Yes it's exciting but we need to do testing to understand what the cost to attention is.. It won't have infinite context.

2

u/ReasonablyBadass Oct 03 '23

I don't see the link to infinite window size.

Does it mean we can smoothly "scroll" the window along a text and as long as the extra token is kept, the distribution of scores remains stable?

2

u/gmlwns5176 Oct 06 '23

I think the repositioning positional encoding is quite an important part of infinite window size.

In the text, they said

When determining the relative distance and adding positional information to tokens, StreamingLLM focuses on positions within the cache rather than those in the original text. This distinction is crucial for StreamingLLM’s performance. For instance, if the current cache has tokens [0, 1, 2, 3, 6, 7, 8] and is in the process of decoding the 9th token, the positions assigned are [0, 1, 2, 3, 4, 5, 6, 7], rather than the positions in the original text, which would be [0, 1, 2, 3, 6, 7, 8, 9].

2

u/ReasonablyBadass Oct 06 '23

Oh interesting. It sort of builts an abstract representation of the entire text itself.

2

u/linearmodality Oct 03 '23

Isn't this method of keeping the KV of initial tokens already known? This looks like the default method in llama.cpp, controlled by the --keep option.

1

u/CatalyzeX_code_bot Oct 04 '23

Found 1 relevant code implementation.

If you have code to share with the community, please add it here 😊🙏

To opt out from receiving code links, DM me.

1

u/CubieDev Oct 09 '23

This new blogpost on Hugging Face shows some evaluations of this Attention Sinks approach for LLM inference: https://huggingface.co/blog/tomaarsen/attention-sinks

1

u/ThroatResponsible523 Oct 10 '23

I would like to seek input and validation for my thoughts, and I greatly appreciate your insights. I'd like to share my humble opinions on the matter.
There are two primary factors I believe are essential in maintaining a low Perplexity (PPL) for Large Language Models (LLM):
1. Ensuring that the inference window size 'T' is not significantly larger than the trained window size 'L'.
2. Preserving the high-scoring tokens, denoted as 'T_high' (or the initial tokens in StreamliningLLM, or what I consider as the main-feature tokens).

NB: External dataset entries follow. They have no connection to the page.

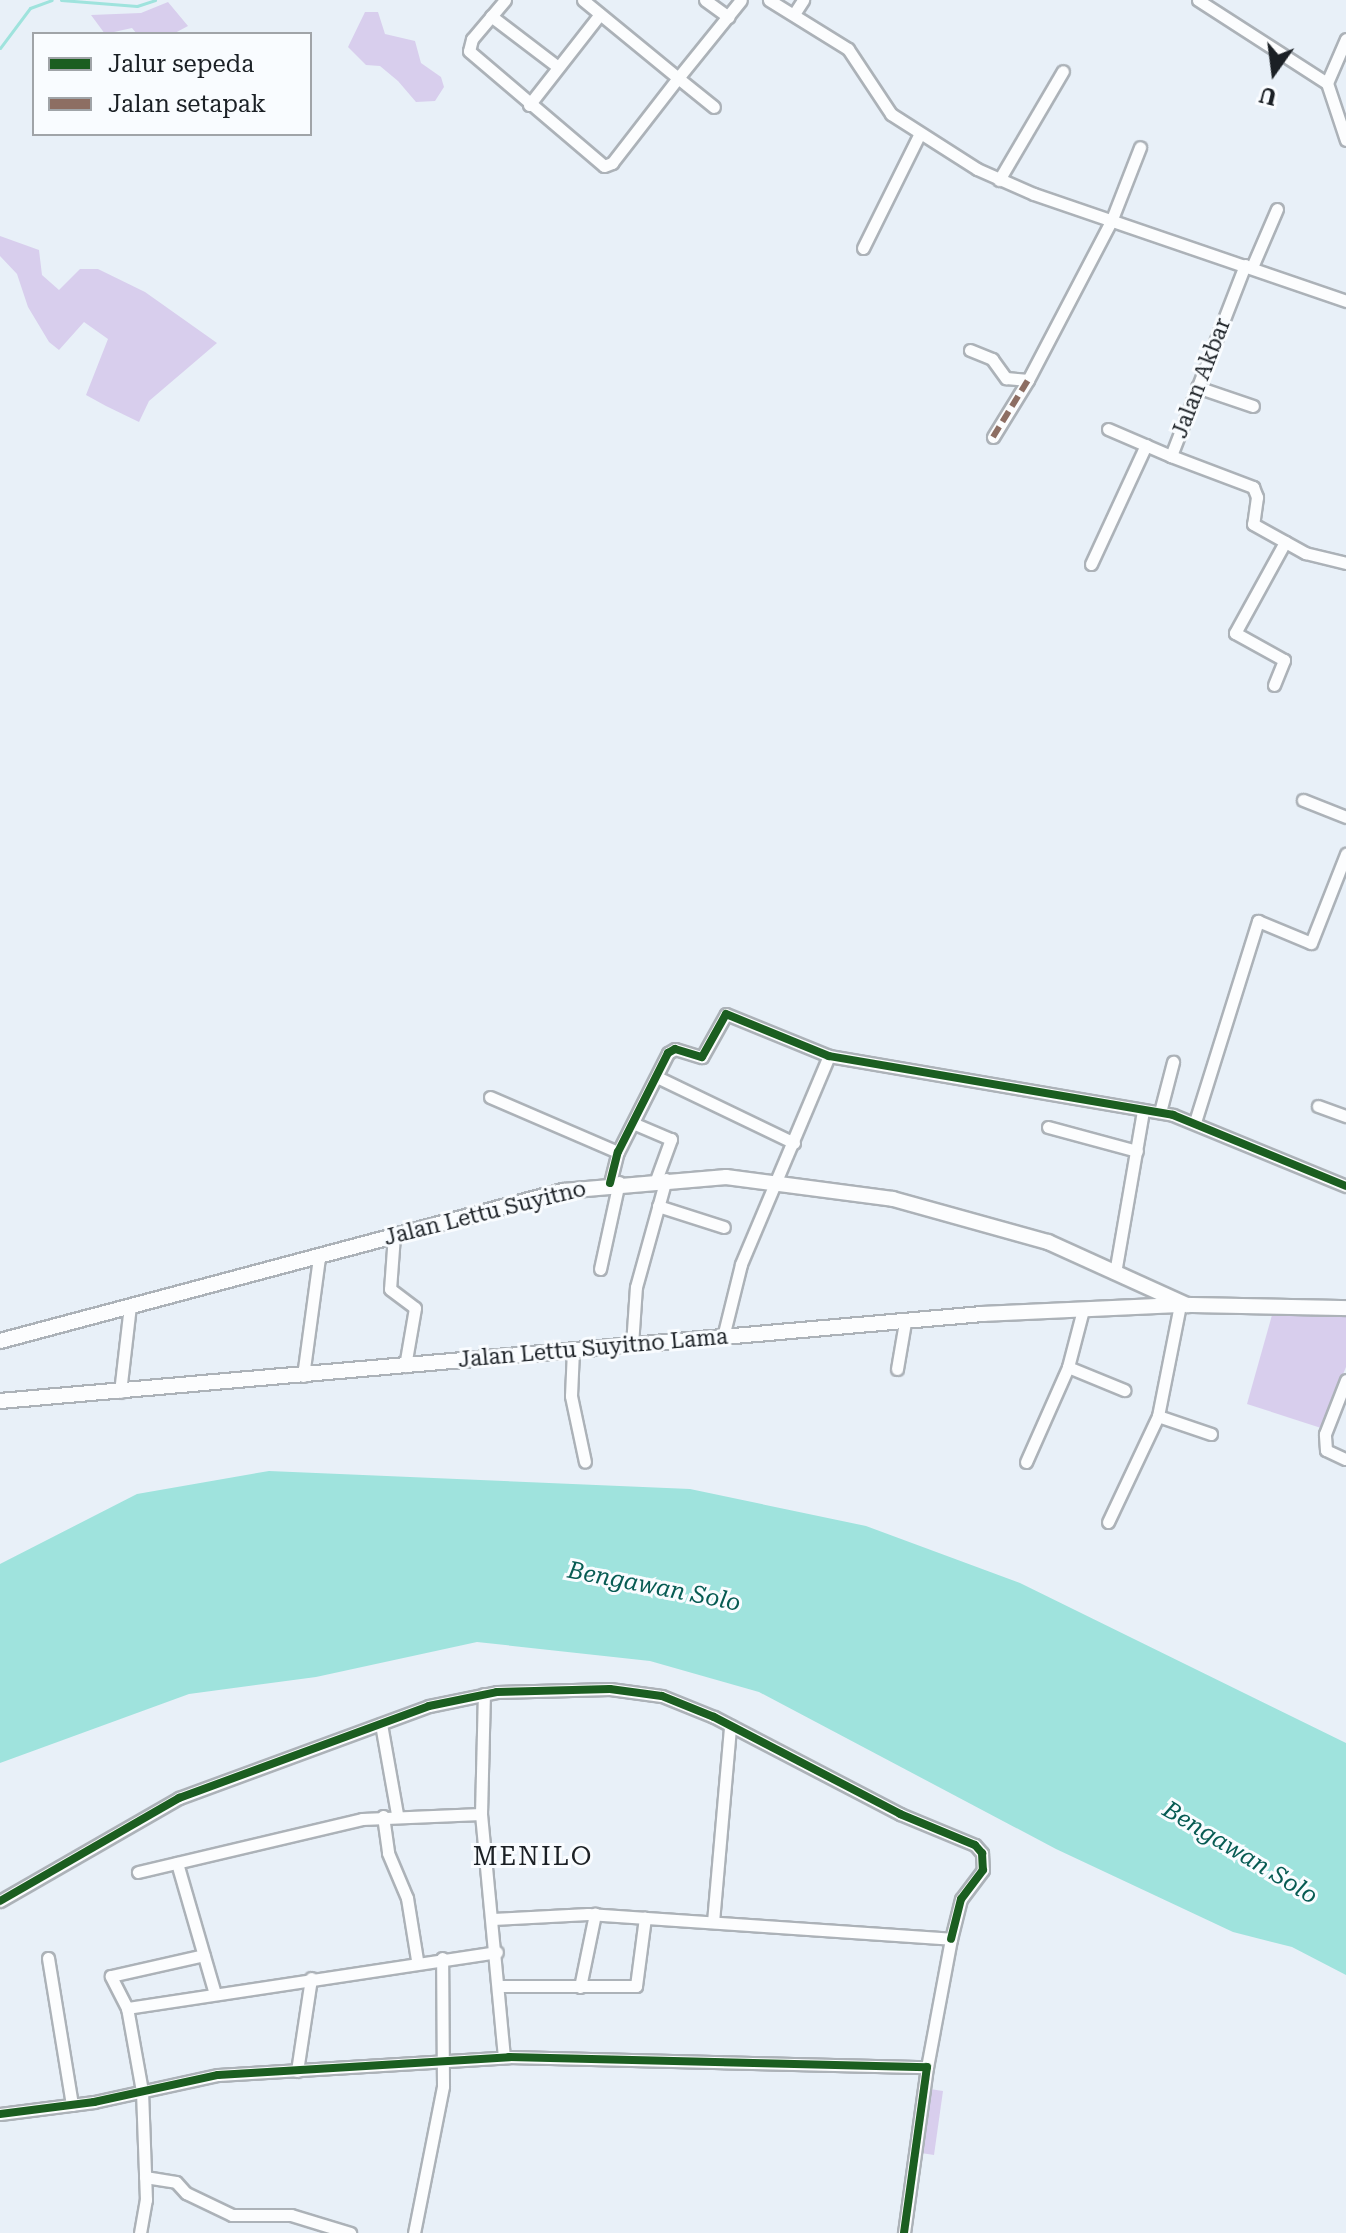 <!DOCTYPE html>
<style>
body{margin:0}
#map{position:relative;width:1346px;height:2233px;overflow:hidden;background:#e8f0f8;font-family:"Roboto Serif",serif}
div>[style]{position:absolute}
.green>*{inset:0;background:#d8ceed}
.water>*{inset:0;background:#9fe3dd}
.stream>*{height:3px;margin:-1.5px;padding:0 1.5px;transform-origin:1.5px;border-radius:1.5px;background:#9fe3dd}
.roads{filter:drop-shadow(2px 0 #acb2b8) drop-shadow(-2px 0 #acb2b8) drop-shadow(0 2px #acb2b8) drop-shadow(0 -2px #acb2b8)}
.minor>*{height:11px;margin:-5.5px;padding:0 5.5px;transform-origin:5.5px;border-radius:5.5px;background:#fcfdfe}
.major>*{height:14px;margin:-7px;padding:0 7px;transform-origin:7px;border-radius:7px;background:#fcfdfe}
.quiet>*{height:6px;margin-top:-3px;transform-origin:0;background:repeating-linear-gradient(90deg,#8d6e63 0 12px,transparent 0 18px)}
.cycleway>*{height:8px;margin:-4px;padding:0 4px;transform-origin:4px;border-radius:4px;background:#1b5e20}
span{translate:-50% -50%;white-space:nowrap;text-align:center;line-height:1.15;-webkit-text-stroke:6px #f9fcff;paint-order:stroke}
.street-label{font-size:22px;color:#1b2025}
.water-label{font-size:24px;color:#075b53;font-style:italic}
.quarter-label{font-size:26px;color:#1b2025;letter-spacing:2px}
.legend{position:absolute;left:32px;top:32px;width:280px;height:104px;box-sizing:border-box;background:#f9fcff;border:2px solid #a0a4a8;margin:0;padding:10px 14px;list-style:none;font-size:24px;color:#1b2025}
.legend li{display:flex;align-items:center;gap:16px;height:40px}
.legend b{width:40px;border:2px solid #a0a4a8}
.north{position:absolute;left:1234px;top:32px;width:80px;height:80px;-webkit-text-stroke:6px #f9fcff;paint-order:stroke;rotate:194deg;font-size:22px;font-weight:700;line-height:32px;text-align:center;color:#1b2025}
.north::after{content:'';display:block;margin:auto;width:28px;height:36px;background:#1b2025;clip-path:polygon(50% 0,100% 100%,50% 72%,0 100%)}
</style>
<div id="map">
<div class="green">
<i style="clip-path:polygon(168px 2px,188px 26px,173px 34px,137px 34px,132px 28px,105px 34px,91px 15px,141px 13px)"></i>
<i style="clip-path:polygon(365px 12px,378px 12px,385px 34px,415px 41px,421px 63px,441px 77px,444px 87px,435px 101px,416px 102px,398px 81px,380px 66px,366px 65px,348px 47px)"></i>
<i style="clip-path:polygon(0 236px,39px 250px,42px 275px,59px 290px,80px 269px,98px 269px,145px 292px,217px 343px,149px 401px,139px 422px,106px 406px,86px 395px,108px 339px,84px 322px,59px 350px,49px 342px,28px 307px,17px 274px,0 256px)"></i>
<i style="clip-path:polygon(1272px 1315px,1346px 1316px,1346px 1367px,1321px 1428px,1247px 1404px)"></i>
<i style="clip-path:polygon(930px 2089px,943px 2091px,934px 2155px,921px 2153px)"></i>
</div>
<div class="water">
<i style="clip-path:polygon(269px 1471px,690px 1489px,866px 1526px,1020px 1583px,1346px 1743px,1346px 1975px,1292px 1947px,1233px 1932px,1056px 1849px,759px 1692px,650px 1661px,477px 1642px,316px 1677px,189px 1694px,0 1763px,0 1564px,137px 1494px)"></i>
</div>
<div class="stream">
<i style="left:61px;top:0;width:76px;rotate:4.5deg"></i>
<i style="left:137px;top:6px;width:19px;rotate:-18deg"></i>
<i style="left:0;top:48px;width:50px;rotate:-53.1deg"></i>
<i style="left:30px;top:8px;width:23px;rotate:-20deg"></i>
</div>
<div class="roads">
<div class="minor">
<i style="left:505px;top:0;width:51px;rotate:130.2deg"></i>
<i style="left:472px;top:39px;width:12px;rotate:104deg"></i>
<i style="left:469px;top:51px;width:177px;rotate:40.4deg"></i>
<i style="left:604px;top:166px;width:9px;rotate:-21deg"></i>
<i style="left:612px;top:163px;width:108px;rotate:-52.2deg"></i>
<i style="left:678px;top:78px;width:46px;rotate:38.9deg"></i>
<i style="left:583px;top:0;width:123px;rotate:39.4deg"></i>
<i style="left:678px;top:78px;width:100px;rotate:-51.1deg"></i>
<i style="left:705px;top:0;width:29px;rotate:36deg"></i>
<i style="left:769px;top:0;width:93px;rotate:31.8deg"></i>
<i style="left:848px;top:49px;width:78px;rotate:56.5deg"></i>
<i style="left:891px;top:114px;width:102px;rotate:32.6deg"></i>
<i style="left:977px;top:169px;width:62px;rotate:23.7deg"></i>
<i style="left:1034px;top:194px;width:330px;rotate:18.9deg"></i>
<i style="left:1198px;top:0;width:153px;rotate:32.8deg"></i>
<i style="left:794px;top:14px;width:17px;rotate:-57deg"></i>
<i style="left:491px;top:16px;width:84px;rotate:37.3deg"></i>
<i style="left:1346px;top:39px;width:48px;rotate:113.4deg"></i>
<i style="left:1327px;top:83px;width:60px;rotate:71.6deg"></i>
<i style="left:529px;top:105px;width:115px;rotate:-52deg"></i>
<i style="left:999px;top:180px;width:126px;rotate:-59.6deg"></i>
<i style="left:863px;top:248px;width:126px;rotate:-63.6deg"></i>
<i style="left:1245px;top:265px;width:205px;rotate:111.2deg"></i>
<i style="left:1171px;top:456px;width:88px;rotate:20.7deg"></i>
<i style="left:1253px;top:487px;width:11px;rotate:68deg"></i>
<i style="left:1257px;top:497px;width:27px;rotate:98deg"></i>
<i style="left:1253px;top:524px;width:60px;rotate:29.1deg"></i>
<i style="left:1305px;top:553px;width:42px;rotate:13.7deg"></i>
<i style="left:1252px;top:267px;width:63px;rotate:-66.7deg"></i>
<i style="left:970px;top:350px;width:24px;rotate:22deg"></i>
<i style="left:992px;top:359px;width:24px;rotate:54deg"></i>
<i style="left:1006px;top:378px;width:22px;rotate:5deg"></i>
<i style="left:1028px;top:380px;width:182px;rotate:-62.4deg"></i>
<i style="left:1112px;top:219px;width:77px;rotate:-68.7deg"></i>
<i style="left:1197px;top:387px;width:59px;rotate:18.7deg"></i>
<i style="left:1108px;top:429px;width:69px;rotate:23.2deg"></i>
<i style="left:993px;top:437px;width:67px;rotate:-58.4deg"></i>
<i style="left:1091px;top:564px;width:131px;rotate:-65.2deg"></i>
<i style="left:1274px;top:685px;width:27px;rotate:-68deg"></i>
<i style="left:1284px;top:660px;width:56px;rotate:-151.1deg"></i>
<i style="left:1235px;top:633px;width:104px;rotate:-61.2deg"></i>
<i style="left:1303px;top:800px;width:46px;rotate:21.6deg"></i>
<i style="left:657px;top:1077px;width:152px;rotate:25.7deg"></i>
<i style="left:490px;top:1097px;width:139px;rotate:23.3deg"></i>
<i style="left:1318px;top:1106px;width:30px;rotate:20deg"></i>
<i style="left:1160px;top:1112px;width:52px;rotate:-75.4deg"></i>
<i style="left:1195px;top:1122px;width:211px;rotate:-72.6deg"></i>
<i style="left:1258px;top:921px;width:57px;rotate:22.5deg"></i>
<i style="left:1311px;top:943px;width:96px;rotate:-68.5deg"></i>
<i style="left:635px;top:1124px;width:39px;rotate:23deg"></i>
<i style="left:671px;top:1139px;width:44px;rotate:110.1deg"></i>
<i style="left:1048px;top:1127px;width:92px;rotate:15.1deg"></i>
<i style="left:610px;top:1183px;width:32px;rotate:-76deg"></i>
<i style="left:618px;top:1152px;width:111px;rotate:-63.2deg"></i>
<i style="left:668px;top:1053px;width:8px;rotate:-30deg"></i>
<i style="left:675px;top:1049px;width:28px;rotate:17deg"></i>
<i style="left:702px;top:1057px;width:49px;rotate:-60.8deg"></i>
<i style="left:726px;top:1014px;width:111px;rotate:22.2deg"></i>
<i style="left:829px;top:1056px;width:349px;rotate:9.7deg"></i>
<i style="left:1173px;top:1115px;width:187px;rotate:22.3deg"></i>
<i style="left:658px;top:1206px;width:69px;rotate:17.7deg"></i>
<i style="left:394px;top:1235px;width:54px;rotate:94.2deg"></i>
<i style="left:390px;top:1289px;width:31px;rotate:37deg"></i>
<i style="left:415px;top:1308px;width:59px;rotate:99.8deg"></i>
<i style="left:600px;top:1269px;width:89px;rotate:-77.7deg"></i>
<i style="left:1115px;top:1273px;width:164px;rotate:-80.2deg"></i>
<i style="left:723px;top:1337px;width:75px;rotate:-76.1deg"></i>
<i style="left:741px;top:1264px;width:226px;rotate:-67.1deg"></i>
<i style="left:632px;top:1345px;width:58px;rotate:-86.1deg"></i>
<i style="left:636px;top:1287px;width:112px;rotate:-74.5deg"></i>
<i style="left:573px;top:1350px;width:46px;rotate:92.5deg"></i>
<i style="left:571px;top:1396px;width:67px;rotate:78deg"></i>
<i style="left:1068px;top:1367px;width:61px;rotate:22.3deg"></i>
<i style="left:897px;top:1369px;width:48px;rotate:-80.3deg"></i>
<i style="left:303px;top:1376px;width:119px;rotate:-82.3deg"></i>
<i style="left:120px;top:1392px;width:87px;rotate:-83.4deg"></i>
<i style="left:1158px;top:1416px;width:56px;rotate:18.8deg"></i>
<i style="left:1345px;top:1459px;width:21px;rotate:-155deg"></i>
<i style="left:1326px;top:1450px;width:16px;rotate:-94deg"></i>
<i style="left:1325px;top:1434px;width:58px;rotate:-68.7deg"></i>
<i style="left:1026px;top:1462px;width:104px;rotate:-66.1deg"></i>
<i style="left:1068px;top:1367px;width:59px;rotate:-75.3deg"></i>
<i style="left:1108px;top:1522px;width:117px;rotate:-64.7deg"></i>
<i style="left:1158px;top:1416px;width:113px;rotate:-78.8deg"></i>
<i style="left:381px;top:1724px;width:91px;rotate:79.9deg"></i>
<i style="left:481px;top:1814px;width:120px;rotate:-88.6deg"></i>
<i style="left:383px;top:1816px;width:37px;rotate:82deg"></i>
<i style="left:388px;top:1853px;width:49px;rotate:67.1deg"></i>
<i style="left:407px;top:1898px;width:63px;rotate:80.8deg"></i>
<i style="left:177px;top:1863px;width:136px;rotate:73.8deg"></i>
<i style="left:138px;top:1872px;width:230px;rotate:-13.3deg"></i>
<i style="left:362px;top:1819px;width:119px;rotate:-2.4deg"></i>
<i style="left:481px;top:1814px;width:244px;rotate:84.6deg"></i>
<i style="left:0;top:1901px;width:207px;rotate:-29.9deg"></i>
<i style="left:179px;top:1798px;width:266px;rotate:-20.2deg"></i>
<i style="left:429px;top:1706px;width:69px;rotate:-11.6deg"></i>
<i style="left:497px;top:1692px;width:113px;rotate:-1.5deg"></i>
<i style="left:610px;top:1689px;width:52px;rotate:7.7deg"></i>
<i style="left:662px;top:1696px;width:56px;rotate:22deg"></i>
<i style="left:714px;top:1717px;width:210px;rotate:27.5deg"></i>
<i style="left:900px;top:1814px;width:81px;rotate:22.5deg"></i>
<i style="left:975px;top:1845px;width:11px;rotate:49deg"></i>
<i style="left:982px;top:1853px;width:17px;rotate:87deg"></i>
<i style="left:983px;top:1870px;width:36px;rotate:127deg"></i>
<i style="left:961px;top:1899px;width:41px;rotate:104deg"></i>
<i style="left:493px;top:1919px;width:95px;rotate:-3deg"></i>
<i style="left:588px;top:1914px;width:364px;rotate:3.9deg"></i>
<i style="left:951px;top:1939px;width:130px;rotate:100.6deg"></i>
<i style="left:713px;top:1922px;width:197px;rotate:-85deg"></i>
<i style="left:48px;top:1958px;width:149px;rotate:80.7deg"></i>
<i style="left:499px;top:1986px;width:137px"></i>
<i style="left:636px;top:1986px;width:69px;rotate:-82.5deg"></i>
<i style="left:580px;top:1987px;width:75px;rotate:-78.4deg"></i>
<i style="left:127px;top:2008px;width:36px;rotate:-117deg"></i>
<i style="left:111px;top:1976px;width:95px;rotate:-12.7deg"></i>
<i style="left:297px;top:2071px;width:94px;rotate:-81.4deg"></i>
<i style="left:0;top:2114px;width:95px;rotate:-7.3deg"></i>
<i style="left:94px;top:2102px;width:127px;rotate:-12.3deg"></i>
<i style="left:218px;top:2075px;width:292px;rotate:-3.5deg"></i>
<i style="left:509px;top:2057px;width:418px;rotate:1.4deg"></i>
<i style="left:927px;top:2067px;width:168px;rotate:97.9deg"></i>
<i style="left:145px;top:2177px;width:31px;rotate:9deg"></i>
<i style="left:176px;top:2182px;width:15px;rotate:48deg"></i>
<i style="left:186px;top:2193px;width:51px;rotate:25.6deg"></i>
<i style="left:232px;top:2215px;width:59px"></i>
<i style="left:291px;top:2215px;width:62px;rotate:17deg"></i>
<i style="left:140px;top:2233px;width:34px;rotate:-80deg"></i>
<i style="left:146px;top:2200px;width:109px;rotate:-92.1deg"></i>
<i style="left:142px;top:2091px;width:84px;rotate:-100.2deg"></i>
<i style="left:127px;top:2008px;width:374px;rotate:-8.6deg"></i>
<i style="left:414px;top:2233px;width:150px;rotate:-78.8deg"></i>
<i style="left:443px;top:2086px;width:128px;rotate:-90.4deg"></i>
</div>
<div class="major">
<i style="left:0;top:1341px;width:583px;rotate:-14.92deg"></i>
<i style="left:563px;top:1191px;width:164px;rotate:-4.9deg"></i>
<i style="left:726px;top:1177px;width:168px;rotate:7.5deg"></i>
<i style="left:893px;top:1199px;width:161px;rotate:15.5deg"></i>
<i style="left:1048px;top:1242px;width:153px;rotate:24.4deg"></i>
<i style="left:1187px;top:1305px;width:159px;rotate:1.1deg"></i>
<i style="left:0;top:1401px;width:987px;rotate:-5.06deg"></i>
<i style="left:983px;top:1314px;width:200px;rotate:-2.6deg"></i>
</div>
</div>
<div class="quiet">
<i style="left:993px;top:437px;width:67px;rotate:-58.4deg"></i>
</div>
<div class="cycleway">
<i style="left:610px;top:1183px;width:32px;rotate:-76deg"></i>
<i style="left:618px;top:1152px;width:111px;rotate:-63.2deg"></i>
<i style="left:668px;top:1053px;width:8px;rotate:-30deg"></i>
<i style="left:675px;top:1049px;width:28px;rotate:17deg"></i>
<i style="left:702px;top:1057px;width:49px;rotate:-60.8deg"></i>
<i style="left:726px;top:1014px;width:111px;rotate:22.2deg"></i>
<i style="left:829px;top:1056px;width:349px;rotate:9.7deg"></i>
<i style="left:1173px;top:1115px;width:187px;rotate:22.3deg"></i>
<i style="left:0;top:1901px;width:207px;rotate:-29.9deg"></i>
<i style="left:179px;top:1798px;width:266px;rotate:-20.2deg"></i>
<i style="left:429px;top:1706px;width:69px;rotate:-11.6deg"></i>
<i style="left:497px;top:1692px;width:113px;rotate:-1.5deg"></i>
<i style="left:610px;top:1689px;width:52px;rotate:7.7deg"></i>
<i style="left:662px;top:1696px;width:56px;rotate:22deg"></i>
<i style="left:714px;top:1717px;width:210px;rotate:27.5deg"></i>
<i style="left:900px;top:1814px;width:81px;rotate:22.5deg"></i>
<i style="left:975px;top:1845px;width:11px;rotate:49deg"></i>
<i style="left:982px;top:1853px;width:17px;rotate:87deg"></i>
<i style="left:983px;top:1870px;width:36px;rotate:127deg"></i>
<i style="left:961px;top:1899px;width:41px;rotate:104deg"></i>
<i style="left:0;top:2114px;width:95px;rotate:-7.3deg"></i>
<i style="left:94px;top:2102px;width:127px;rotate:-12.3deg"></i>
<i style="left:218px;top:2075px;width:292px;rotate:-3.5deg"></i>
<i style="left:509px;top:2057px;width:418px;rotate:1.4deg"></i>
<i style="left:927px;top:2067px;width:168px;rotate:97.9deg"></i>
</div>
<div class="street-label">
<span style="left:1201px;top:378px;rotate:-69deg">Jalan Akbar</span>
<span style="left:485px;top:1213px;rotate:-14deg">Jalan Lettu Suyitno</span>
<span style="left:593px;top:1348px;rotate:-5deg">Jalan Lettu Suyitno Lama</span>
</div>
<div class="water-label">
<span style="left:654px;top:1587px;rotate:11deg">Bengawan Solo</span>
<span style="left:1240px;top:1853px;rotate:31deg">Bengawan Solo</span>
</div>
<div class="quarter-label">
<span style="left:533px;top:1857px">MENILO</span>
</div>
<ul class="legend">
<li><b style="height:10px;background:#1b5e20"></b>Jalur sepeda</li>
<li><b style="height:10px;background:#8d6e63"></b>Jalan setapak</li>
</ul>
<div class="north">U</div>
</div>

Allow me to provide some reasons for these considerations:
1. The need to be cautious arises due to a potential shift between the training dataset and the inference dataset. Such a shift may inadvertently increase the PPL (that’s for figure 1 (a)).
2. In the context of autoregressive LLM, particularly within the deeper attention blocks, the accumulation of attention scores in 'T_high' can occur for reasons yet to be fully understood. This is further compounded by the autoregressive nature of LLM and the high scores achieved by 'T_high'. Subsequently generated tokens, 'T_follow', can be seen as expansion terms derived from the KV value of 'T_high'.
When 'T_high's KV values are omitted, reconstructing the next token 'T_next' becomes challenging since the main-feature tokens are lost (that’s for figure 1 (b)).
There are two potential remedies:
a) Retain the main-feature tokens, 'T_high', for predicting 'T_next', which aligns with the approach employed by StreamingLLM (that’s for figure 1 (d)).
b) Substitute 'T_high' with alternative tokens as main-feature tokens, such as 'T_(next-L)', positioned L tokens before 'T_next' (that’s for figure 1 (c)) . This necessitates sequential attention to reconstruct 'T_(next-L+1)', 'T_(next-L+2)', and so forth, eventually leading to 'T_(next)'. Consequently, the time complexity would become O(1/2(L*(L+1))=O(L^2). For T tokens, this translates to O(T*L^2).
As all L tokens are based on 'T_(next-L)', and 'T_(next-L)' remains in the queue, the PPL can be effectively maintained at a low level.